Novartis CEO Justifies Decision To Delay Telling FDA About Manipulated Data For $2.1M Gene Therapy Drug
Novartis CEO Vas Narasimhan said the company "thoroughly, aggressively" investigated whether the issue would effect patient safety. The FDA, after publicly rebuking the company, came to a similar conclusion that patients aren't at risk because of the lapse in judgment. Other pharmaceutical industry news looks at Gilead's pricey HIV drug, cell therapies, the cost of a snakebite, and more.
The New York Times:
Novartis C.E.O. Defends Company’s Decision To Withhold False Data From The F.D.A.

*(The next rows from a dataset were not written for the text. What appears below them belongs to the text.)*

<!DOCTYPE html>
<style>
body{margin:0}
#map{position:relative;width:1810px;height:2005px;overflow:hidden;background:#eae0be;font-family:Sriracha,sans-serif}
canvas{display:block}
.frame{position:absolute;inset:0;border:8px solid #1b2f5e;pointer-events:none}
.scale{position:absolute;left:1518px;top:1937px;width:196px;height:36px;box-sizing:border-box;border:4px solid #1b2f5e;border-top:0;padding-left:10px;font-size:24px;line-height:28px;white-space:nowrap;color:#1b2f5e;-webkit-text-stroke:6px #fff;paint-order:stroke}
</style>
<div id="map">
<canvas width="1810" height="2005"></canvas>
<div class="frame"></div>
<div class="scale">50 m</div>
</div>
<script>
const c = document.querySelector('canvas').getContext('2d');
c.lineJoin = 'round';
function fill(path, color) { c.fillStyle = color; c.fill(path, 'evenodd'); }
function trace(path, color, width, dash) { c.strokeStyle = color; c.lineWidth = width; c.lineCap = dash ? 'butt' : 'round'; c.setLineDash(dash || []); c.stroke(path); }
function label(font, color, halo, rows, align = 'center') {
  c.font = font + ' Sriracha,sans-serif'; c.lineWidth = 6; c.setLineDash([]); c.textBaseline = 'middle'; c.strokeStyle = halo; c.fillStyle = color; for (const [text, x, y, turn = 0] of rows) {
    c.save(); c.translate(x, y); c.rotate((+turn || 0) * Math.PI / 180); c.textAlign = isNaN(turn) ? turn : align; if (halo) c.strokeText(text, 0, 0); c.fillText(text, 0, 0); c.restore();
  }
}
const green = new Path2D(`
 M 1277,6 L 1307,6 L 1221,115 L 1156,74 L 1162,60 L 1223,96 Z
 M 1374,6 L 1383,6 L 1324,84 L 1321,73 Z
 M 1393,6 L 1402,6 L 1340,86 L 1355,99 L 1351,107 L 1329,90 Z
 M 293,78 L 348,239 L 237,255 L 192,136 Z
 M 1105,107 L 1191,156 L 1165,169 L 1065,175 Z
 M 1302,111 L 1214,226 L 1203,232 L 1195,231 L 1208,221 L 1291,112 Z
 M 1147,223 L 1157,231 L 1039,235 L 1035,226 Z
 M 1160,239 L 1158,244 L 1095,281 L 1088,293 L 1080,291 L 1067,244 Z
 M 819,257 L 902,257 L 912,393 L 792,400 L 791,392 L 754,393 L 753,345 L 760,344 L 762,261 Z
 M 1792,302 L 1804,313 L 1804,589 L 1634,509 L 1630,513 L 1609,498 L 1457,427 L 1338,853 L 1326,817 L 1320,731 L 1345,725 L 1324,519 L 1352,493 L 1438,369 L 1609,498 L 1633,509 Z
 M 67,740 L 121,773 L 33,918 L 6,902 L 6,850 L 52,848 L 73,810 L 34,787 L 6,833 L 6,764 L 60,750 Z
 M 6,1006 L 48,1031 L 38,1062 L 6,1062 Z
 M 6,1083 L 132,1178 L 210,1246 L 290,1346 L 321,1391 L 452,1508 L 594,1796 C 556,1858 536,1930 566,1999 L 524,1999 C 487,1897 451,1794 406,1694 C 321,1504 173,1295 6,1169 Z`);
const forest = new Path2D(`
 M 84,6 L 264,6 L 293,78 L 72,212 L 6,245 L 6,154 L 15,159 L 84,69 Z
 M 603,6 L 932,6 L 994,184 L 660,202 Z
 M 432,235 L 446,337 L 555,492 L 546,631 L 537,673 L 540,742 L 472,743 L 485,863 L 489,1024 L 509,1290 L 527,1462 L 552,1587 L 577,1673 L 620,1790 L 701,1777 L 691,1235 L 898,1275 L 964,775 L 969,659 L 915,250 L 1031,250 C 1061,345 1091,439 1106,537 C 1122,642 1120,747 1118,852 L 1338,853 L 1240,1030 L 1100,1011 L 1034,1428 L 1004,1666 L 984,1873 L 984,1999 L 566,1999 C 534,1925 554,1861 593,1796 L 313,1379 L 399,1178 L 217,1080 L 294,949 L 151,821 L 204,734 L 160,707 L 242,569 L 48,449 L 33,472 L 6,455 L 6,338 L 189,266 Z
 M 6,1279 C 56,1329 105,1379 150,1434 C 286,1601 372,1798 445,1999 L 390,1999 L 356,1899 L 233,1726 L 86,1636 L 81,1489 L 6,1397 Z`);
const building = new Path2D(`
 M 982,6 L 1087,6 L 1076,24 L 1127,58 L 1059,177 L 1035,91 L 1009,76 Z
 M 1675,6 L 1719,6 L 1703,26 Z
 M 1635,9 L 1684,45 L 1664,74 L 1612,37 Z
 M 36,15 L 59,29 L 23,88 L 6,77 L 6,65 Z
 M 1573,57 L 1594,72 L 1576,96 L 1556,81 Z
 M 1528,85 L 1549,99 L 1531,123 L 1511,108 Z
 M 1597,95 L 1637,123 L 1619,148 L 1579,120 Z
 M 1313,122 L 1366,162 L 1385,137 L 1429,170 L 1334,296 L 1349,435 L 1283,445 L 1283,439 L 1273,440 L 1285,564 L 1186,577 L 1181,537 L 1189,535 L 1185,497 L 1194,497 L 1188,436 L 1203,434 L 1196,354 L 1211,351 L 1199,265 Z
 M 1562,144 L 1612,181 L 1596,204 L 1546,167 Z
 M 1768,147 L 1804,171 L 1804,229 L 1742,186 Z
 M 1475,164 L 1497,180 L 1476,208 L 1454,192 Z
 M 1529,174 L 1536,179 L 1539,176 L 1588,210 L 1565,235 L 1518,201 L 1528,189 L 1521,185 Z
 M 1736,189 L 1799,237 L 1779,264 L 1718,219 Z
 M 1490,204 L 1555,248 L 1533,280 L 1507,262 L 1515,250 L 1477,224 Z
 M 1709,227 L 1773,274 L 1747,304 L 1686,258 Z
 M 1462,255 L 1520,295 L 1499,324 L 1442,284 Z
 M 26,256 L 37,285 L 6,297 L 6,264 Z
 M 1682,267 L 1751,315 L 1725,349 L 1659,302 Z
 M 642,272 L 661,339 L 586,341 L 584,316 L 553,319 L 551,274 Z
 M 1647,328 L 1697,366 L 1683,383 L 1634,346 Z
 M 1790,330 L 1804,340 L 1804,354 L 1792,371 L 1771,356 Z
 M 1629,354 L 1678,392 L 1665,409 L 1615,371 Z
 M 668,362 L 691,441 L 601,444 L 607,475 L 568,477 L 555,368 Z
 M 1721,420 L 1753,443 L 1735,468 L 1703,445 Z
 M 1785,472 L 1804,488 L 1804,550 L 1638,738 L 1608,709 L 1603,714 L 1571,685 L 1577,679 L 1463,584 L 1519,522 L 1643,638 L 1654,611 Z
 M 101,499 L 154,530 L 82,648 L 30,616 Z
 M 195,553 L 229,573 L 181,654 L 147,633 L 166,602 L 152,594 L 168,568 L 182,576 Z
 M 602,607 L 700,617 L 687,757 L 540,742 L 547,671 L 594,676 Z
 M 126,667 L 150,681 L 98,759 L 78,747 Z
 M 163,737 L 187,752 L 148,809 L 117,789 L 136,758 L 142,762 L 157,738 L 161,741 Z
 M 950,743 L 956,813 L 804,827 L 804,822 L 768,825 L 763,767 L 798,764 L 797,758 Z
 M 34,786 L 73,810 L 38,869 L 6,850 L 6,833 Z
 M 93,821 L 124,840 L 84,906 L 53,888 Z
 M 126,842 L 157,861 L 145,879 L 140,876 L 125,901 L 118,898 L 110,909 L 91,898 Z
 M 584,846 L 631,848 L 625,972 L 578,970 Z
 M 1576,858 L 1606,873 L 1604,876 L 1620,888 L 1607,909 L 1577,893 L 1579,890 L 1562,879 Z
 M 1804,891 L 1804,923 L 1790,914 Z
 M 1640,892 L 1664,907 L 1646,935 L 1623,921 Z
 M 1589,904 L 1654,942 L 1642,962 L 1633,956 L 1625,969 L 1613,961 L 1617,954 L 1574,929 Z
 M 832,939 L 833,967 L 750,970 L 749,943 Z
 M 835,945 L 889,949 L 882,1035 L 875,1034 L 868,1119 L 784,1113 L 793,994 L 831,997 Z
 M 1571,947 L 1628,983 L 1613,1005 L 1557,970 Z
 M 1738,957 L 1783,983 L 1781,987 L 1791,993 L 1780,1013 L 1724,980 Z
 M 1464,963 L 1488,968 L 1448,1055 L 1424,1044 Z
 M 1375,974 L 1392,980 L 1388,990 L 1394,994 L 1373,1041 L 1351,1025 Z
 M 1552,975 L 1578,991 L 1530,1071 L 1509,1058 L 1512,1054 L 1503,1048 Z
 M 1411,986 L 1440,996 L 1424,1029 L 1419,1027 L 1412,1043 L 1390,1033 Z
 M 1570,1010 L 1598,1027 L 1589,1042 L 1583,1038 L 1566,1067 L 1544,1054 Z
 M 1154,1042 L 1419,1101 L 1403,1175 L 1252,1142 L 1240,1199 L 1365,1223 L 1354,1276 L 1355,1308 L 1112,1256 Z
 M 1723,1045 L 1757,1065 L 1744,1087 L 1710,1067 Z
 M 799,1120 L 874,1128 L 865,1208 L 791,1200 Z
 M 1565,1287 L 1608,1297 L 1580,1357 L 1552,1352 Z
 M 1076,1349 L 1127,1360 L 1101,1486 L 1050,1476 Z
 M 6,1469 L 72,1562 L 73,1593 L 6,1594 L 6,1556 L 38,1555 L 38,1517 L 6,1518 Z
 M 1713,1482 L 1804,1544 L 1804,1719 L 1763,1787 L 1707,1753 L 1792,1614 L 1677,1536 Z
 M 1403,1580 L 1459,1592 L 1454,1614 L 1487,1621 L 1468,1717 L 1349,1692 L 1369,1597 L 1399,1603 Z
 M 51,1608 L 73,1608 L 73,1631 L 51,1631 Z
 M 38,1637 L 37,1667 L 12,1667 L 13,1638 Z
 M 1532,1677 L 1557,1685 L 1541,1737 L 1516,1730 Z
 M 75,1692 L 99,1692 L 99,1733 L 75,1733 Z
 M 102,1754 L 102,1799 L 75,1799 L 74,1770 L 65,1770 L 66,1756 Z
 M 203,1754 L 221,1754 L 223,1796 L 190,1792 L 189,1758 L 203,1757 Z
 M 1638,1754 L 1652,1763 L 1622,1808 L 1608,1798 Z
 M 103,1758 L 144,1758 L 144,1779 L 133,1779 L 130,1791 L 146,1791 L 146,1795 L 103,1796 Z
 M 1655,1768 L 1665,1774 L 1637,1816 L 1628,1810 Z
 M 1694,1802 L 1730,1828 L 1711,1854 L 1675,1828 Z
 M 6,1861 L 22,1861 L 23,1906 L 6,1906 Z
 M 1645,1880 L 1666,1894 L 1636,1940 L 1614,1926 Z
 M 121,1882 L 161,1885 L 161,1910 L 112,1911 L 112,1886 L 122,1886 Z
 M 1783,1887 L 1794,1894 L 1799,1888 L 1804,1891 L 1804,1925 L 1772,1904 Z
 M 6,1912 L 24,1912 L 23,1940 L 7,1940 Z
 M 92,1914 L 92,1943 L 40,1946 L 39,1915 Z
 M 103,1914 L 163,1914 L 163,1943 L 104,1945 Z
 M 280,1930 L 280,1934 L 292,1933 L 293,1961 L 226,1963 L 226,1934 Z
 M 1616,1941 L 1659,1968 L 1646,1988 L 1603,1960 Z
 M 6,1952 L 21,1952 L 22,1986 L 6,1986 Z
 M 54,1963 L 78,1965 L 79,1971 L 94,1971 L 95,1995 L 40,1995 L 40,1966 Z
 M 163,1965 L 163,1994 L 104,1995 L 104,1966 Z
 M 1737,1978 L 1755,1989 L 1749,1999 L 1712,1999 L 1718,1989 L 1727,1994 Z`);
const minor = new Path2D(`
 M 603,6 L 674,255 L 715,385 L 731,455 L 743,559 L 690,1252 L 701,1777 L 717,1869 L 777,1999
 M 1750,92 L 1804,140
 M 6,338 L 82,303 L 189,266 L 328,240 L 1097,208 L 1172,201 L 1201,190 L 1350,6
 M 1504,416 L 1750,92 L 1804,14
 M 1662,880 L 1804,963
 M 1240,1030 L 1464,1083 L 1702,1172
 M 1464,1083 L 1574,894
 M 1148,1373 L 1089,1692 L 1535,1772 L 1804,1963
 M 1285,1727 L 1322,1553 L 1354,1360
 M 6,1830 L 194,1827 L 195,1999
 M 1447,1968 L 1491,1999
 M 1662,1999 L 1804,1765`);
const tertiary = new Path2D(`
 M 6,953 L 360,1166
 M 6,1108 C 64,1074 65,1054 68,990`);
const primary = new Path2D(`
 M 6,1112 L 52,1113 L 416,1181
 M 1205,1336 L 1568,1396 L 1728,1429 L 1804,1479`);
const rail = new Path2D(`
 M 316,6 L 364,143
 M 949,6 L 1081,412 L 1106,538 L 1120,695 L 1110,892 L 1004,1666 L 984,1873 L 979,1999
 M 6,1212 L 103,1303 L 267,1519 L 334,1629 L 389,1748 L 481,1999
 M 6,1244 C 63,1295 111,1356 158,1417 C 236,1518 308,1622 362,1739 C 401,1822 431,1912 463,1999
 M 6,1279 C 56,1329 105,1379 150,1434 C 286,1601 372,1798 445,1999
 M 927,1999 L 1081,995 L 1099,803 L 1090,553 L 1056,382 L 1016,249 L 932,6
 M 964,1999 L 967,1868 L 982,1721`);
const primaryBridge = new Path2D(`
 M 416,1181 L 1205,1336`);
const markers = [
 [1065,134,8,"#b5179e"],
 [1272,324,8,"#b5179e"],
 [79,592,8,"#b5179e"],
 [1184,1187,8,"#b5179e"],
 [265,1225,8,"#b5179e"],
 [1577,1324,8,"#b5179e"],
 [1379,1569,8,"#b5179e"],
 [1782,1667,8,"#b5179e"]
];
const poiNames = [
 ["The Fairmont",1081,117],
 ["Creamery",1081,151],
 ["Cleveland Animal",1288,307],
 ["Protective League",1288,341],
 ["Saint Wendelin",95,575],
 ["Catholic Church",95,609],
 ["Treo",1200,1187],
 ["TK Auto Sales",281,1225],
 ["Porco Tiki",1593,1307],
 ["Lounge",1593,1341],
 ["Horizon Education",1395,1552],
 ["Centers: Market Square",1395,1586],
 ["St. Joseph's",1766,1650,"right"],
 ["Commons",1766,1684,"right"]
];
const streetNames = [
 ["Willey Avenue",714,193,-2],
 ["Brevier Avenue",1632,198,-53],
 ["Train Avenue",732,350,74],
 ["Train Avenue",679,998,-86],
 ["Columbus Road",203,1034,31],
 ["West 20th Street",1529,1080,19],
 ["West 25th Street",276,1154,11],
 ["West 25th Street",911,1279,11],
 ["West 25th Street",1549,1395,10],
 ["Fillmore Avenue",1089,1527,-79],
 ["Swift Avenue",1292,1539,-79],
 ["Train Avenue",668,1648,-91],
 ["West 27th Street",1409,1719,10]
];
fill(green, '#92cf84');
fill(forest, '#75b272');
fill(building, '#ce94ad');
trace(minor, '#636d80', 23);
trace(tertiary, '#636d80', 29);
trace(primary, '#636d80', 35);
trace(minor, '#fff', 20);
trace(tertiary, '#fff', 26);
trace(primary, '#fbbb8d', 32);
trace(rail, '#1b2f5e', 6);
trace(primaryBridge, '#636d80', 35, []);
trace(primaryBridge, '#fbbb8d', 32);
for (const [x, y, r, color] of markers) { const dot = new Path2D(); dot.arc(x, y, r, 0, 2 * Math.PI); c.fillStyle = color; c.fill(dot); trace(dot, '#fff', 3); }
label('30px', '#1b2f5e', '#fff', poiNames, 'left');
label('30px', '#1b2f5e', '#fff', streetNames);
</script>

The chief executive of Novartis on Wednesday defended the company’s decision to delay telling the Food and Drug Administration about manipulated data involving its $2.1 million gene therapy treatment, saying that it “thoroughly, aggressively” investigated the issue and that patient safety was never threatened. Vas Narasimhan, the chief executive, also indicated in a call with investors that the company was forcing out a small number of scientists who were involved in the manipulated data. (Thomas, 8/7)
The Wall Street Journal:
Novartis CEO: Knew About Zolgensma Data Problems Before FDA Approval
Mr. Narasimhan explained that the company waited to tell the regulator because it was completing the investigation and that none of the delays were related to its drug application with the U.S. drug watchdog. “We made the decision to progress our quality investigation prior to informing FDA and other regulatory authorities so that we could provide the best information and technical analysis--which we did promptly on completion on June 28,” said Mr. Narasimhan. (Martuscelli, 8/7)
Stat:
Novartis CEO: 'We Tried To Do The Right Things' In FDA Data Scandal
“I think everyone in our organization can stand proud that we tried to do the right things in this instance,” Narasimhan told financial analysts on a conference call. “We understand the agency has a different perspective, which we respect, but we’ve tried to be transparent, thorough, science-based, and, most importantly, patient-oriented to ensure that we never compromised patient safety, efficacy, or product quality during any moment during all of this.” (Garde, 8/7)
The Hill:
Novartis CEO Says Organization Can 'Stand Proud' After Hiding Manipulated Data From FDA
The FDA has indicated it might pursue civil or criminal penalties against the company, and that it would have delayed the drug's approval if it knew about the manipulated data. Both the FDA and Novartis said the drug is still safe to use and will continue to be sold. (Hellmann, 8/7)
Stat:
‘Every Man And His Dog’ Does Cell Therapy. Vor’s New CEO Says The Company Wants To Be Different
Three years after Pulitzer Prize-winning writer and oncologist Dr. Siddhartha Mukherjee founded Vor Biopharma, the company finally has its first executive. Robert Ang, formerly the chief business officer for Neon Therapeutics (NTGN), will be Vor’s first chief executive officer, the company announced Wednesday. Vor is one of several startups developing cell therapies for cancer, though specifics about the company’s plans had been sparse until recently. In May, the company’s scientific founders published a preclinical proof-of-concept paper in the Proceedings of the National Academy of Sciences that laid out just what they hope the company will do. (Sheridan, 8/7)
Reuters:
Patient Groups Push Back Against Gilead's Pricey HIV Prevention Treatment
Gilead Sciences Inc hopes to soon introduce a pricey new pill to prevent HIV in people at risk of contracting the infection, but the drugmaker faces opposition from an unusual source: patient advocates. Such groups have traditionally lobbied for insurance coverage of newer HIV drugs regardless of expense. But at least three U.S. organizations now question whether Gilead’s Descovy would be the best option for most people at risk of exposure. (Beasley, 8/7)
Kaiser Health News:
Price Of Snakebite Drug Is Sky High, But New Competitor Unlikely To Lower Costs
Dr. Steven Curry has treated patients with snakebites since the 1980s — long enough to remember when the treatment represented its own form of misery. The first medication he used sometimes caused an immune reaction called “serum sickness” — patients broke out in a severe, itchy rash. About 20 years ago, the drug CroFab entered the market and dramatically reduced the adverse reactions associated with treatment, said Curry, who works at a Phoenix hospital. He is a medical toxicologist, a specialist in treating patients harmed by poison or venom. (Heredia Rodriguez, 8/8)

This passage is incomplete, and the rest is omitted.